Records supplied below:

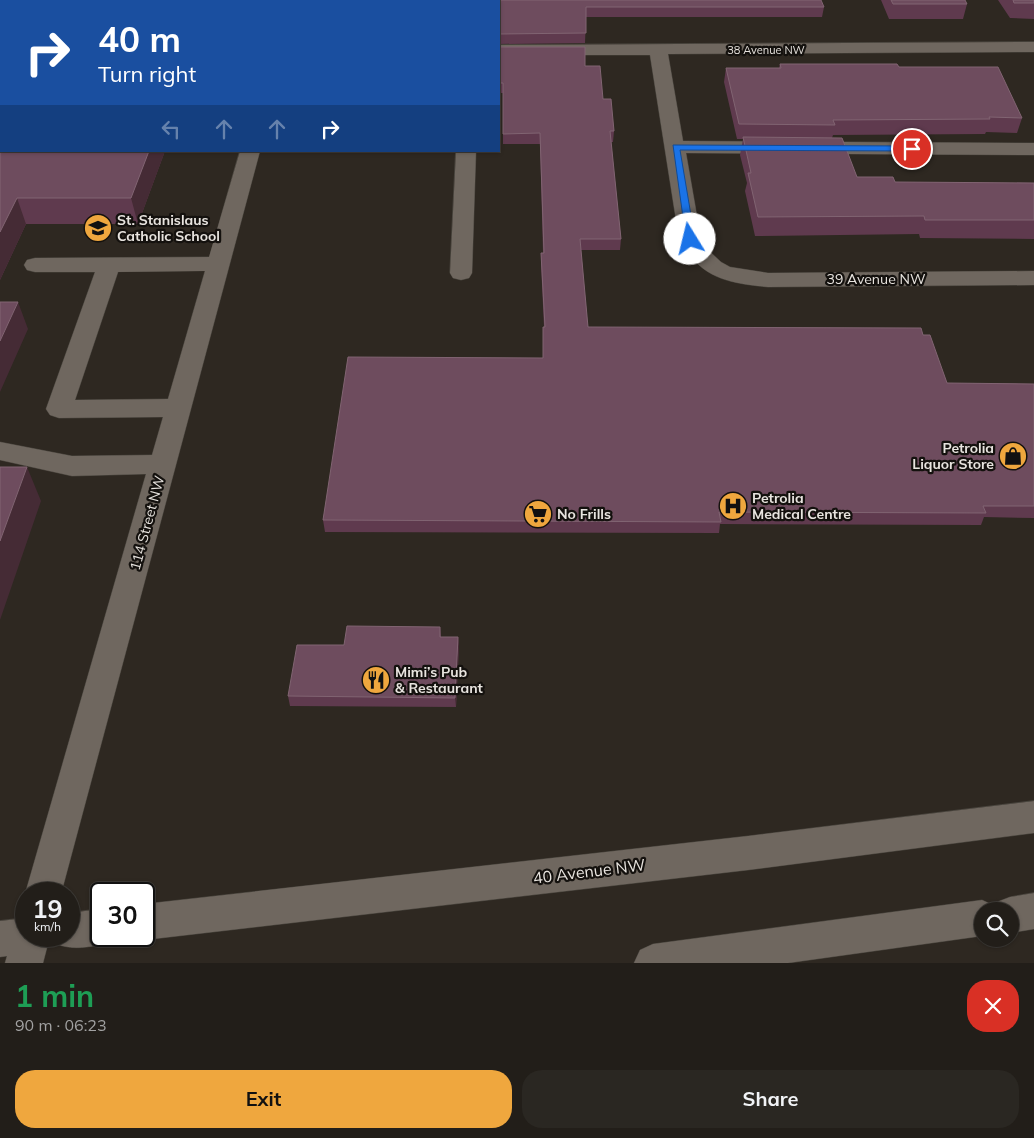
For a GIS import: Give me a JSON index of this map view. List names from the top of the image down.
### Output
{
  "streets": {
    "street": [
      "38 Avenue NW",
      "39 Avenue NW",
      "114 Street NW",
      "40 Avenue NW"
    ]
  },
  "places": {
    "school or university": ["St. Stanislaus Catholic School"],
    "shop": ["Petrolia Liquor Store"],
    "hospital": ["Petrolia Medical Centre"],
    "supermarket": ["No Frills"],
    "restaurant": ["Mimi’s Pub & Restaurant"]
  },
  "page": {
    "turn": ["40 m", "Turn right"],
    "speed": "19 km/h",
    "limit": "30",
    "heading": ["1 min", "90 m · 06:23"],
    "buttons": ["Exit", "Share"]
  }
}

End of Records supplied.

Work task —
Copy the material above in full and exactly, skipping pictures.

Exercise solution —
For a GIS import: Give me a JSON index of this map view. List names from the top of the image down.
### Output
{
  "streets": {
    "street": [
      "38 Avenue NW",
      "39 Avenue NW",
      "114 Street NW",
      "40 Avenue NW"
    ]
  },
  "places": {
    "school or university": ["St. Stanislaus Catholic School"],
    "shop": ["Petrolia Liquor Store"],
    "hospital": ["Petrolia Medical Centre"],
    "supermarket": ["No Frills"],
    "restaurant": ["Mimi’s Pub & Restaurant"]
  },
  "page": {
    "turn": ["40 m", "Turn right"],
    "speed": "19 km/h",
    "limit": "30",
    "heading": ["1 min", "90 m · 06:23"],
    "buttons": ["Exit", "Share"]
  }
}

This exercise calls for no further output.